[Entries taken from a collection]
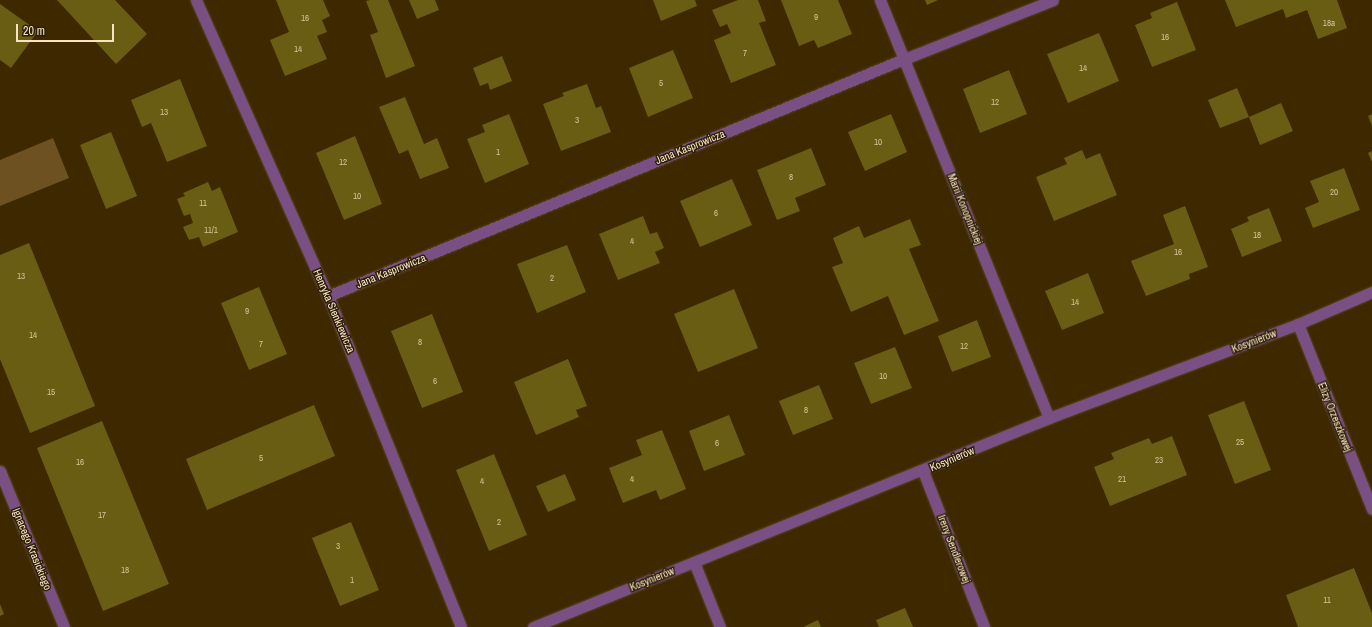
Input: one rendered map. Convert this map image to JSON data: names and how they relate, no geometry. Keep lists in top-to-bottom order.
{
  "streets": {
    "street": [
      "Jana Kasprowicza",
      "Marii Konopnickiej",
      "Henryka Sienkiewicza",
      "Kosynierów",
      "Elizy Orzeszkowej",
      "Ignacego Krasickiego",
      "Ireny Sendlerowej"
    ]
  },
  "crossings": [
    ["Jana Kasprowicza", "Marii Konopnickiej"],
    ["Jana Kasprowicza", "Henryka Sienkiewicza"],
    ["Marii Konopnickiej", "Kosynierów"],
    ["Kosynierów", "Elizy Orzeszkowej"],
    ["Kosynierów", "Ireny Sendlerowej"]
  ],
  "house_numbers": [
    "9",
    "16",
    "18a",
    "16",
    "14",
    "7",
    "14",
    "5",
    "12",
    "13",
    "3",
    "10",
    "1",
    "12",
    "8",
    "20",
    "10",
    "11",
    "6",
    "11/1",
    "18",
    "4",
    "16",
    "13",
    "2",
    "14",
    "9",
    "14",
    "8",
    "7",
    "12",
    "10",
    "6",
    "15",
    "8",
    "25",
    "6",
    "5",
    "23",
    "16",
    "4",
    "21",
    "4",
    "17",
    "2",
    "3",
    "18",
    "1",
    "11"
  ],
  "scale_bar": "20 m"
}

→ Work required: Your answer must be the full set of entries, set down exactly and without pictures.

→ Exercise output:
Input: one rendered map. Convert this map image to JSON data: names and how they relate, no geometry. Keep lists in top-to-bottom order.
{
  "streets": {
    "street": [
      "Jana Kasprowicza",
      "Marii Konopnickiej",
      "Henryka Sienkiewicza",
      "Kosynierów",
      "Elizy Orzeszkowej",
      "Ignacego Krasickiego",
      "Ireny Sendlerowej"
    ]
  },
  "crossings": [
    ["Jana Kasprowicza", "Marii Konopnickiej"],
    ["Jana Kasprowicza", "Henryka Sienkiewicza"],
    ["Marii Konopnickiej", "Kosynierów"],
    ["Kosynierów", "Elizy Orzeszkowej"],
    ["Kosynierów", "Ireny Sendlerowej"]
  ],
  "house_numbers": [
    "9",
    "16",
    "18a",
    "16",
    "14",
    "7",
    "14",
    "5",
    "12",
    "13",
    "3",
    "10",
    "1",
    "12",
    "8",
    "20",
    "10",
    "11",
    "6",
    "11/1",
    "18",
    "4",
    "16",
    "13",
    "2",
    "14",
    "9",
    "14",
    "8",
    "7",
    "12",
    "10",
    "6",
    "15",
    "8",
    "25",
    "6",
    "5",
    "23",
    "16",
    "4",
    "21",
    "4",
    "17",
    "2",
    "3",
    "18",
    "1",
    "11"
  ],
  "scale_bar": "20 m"
}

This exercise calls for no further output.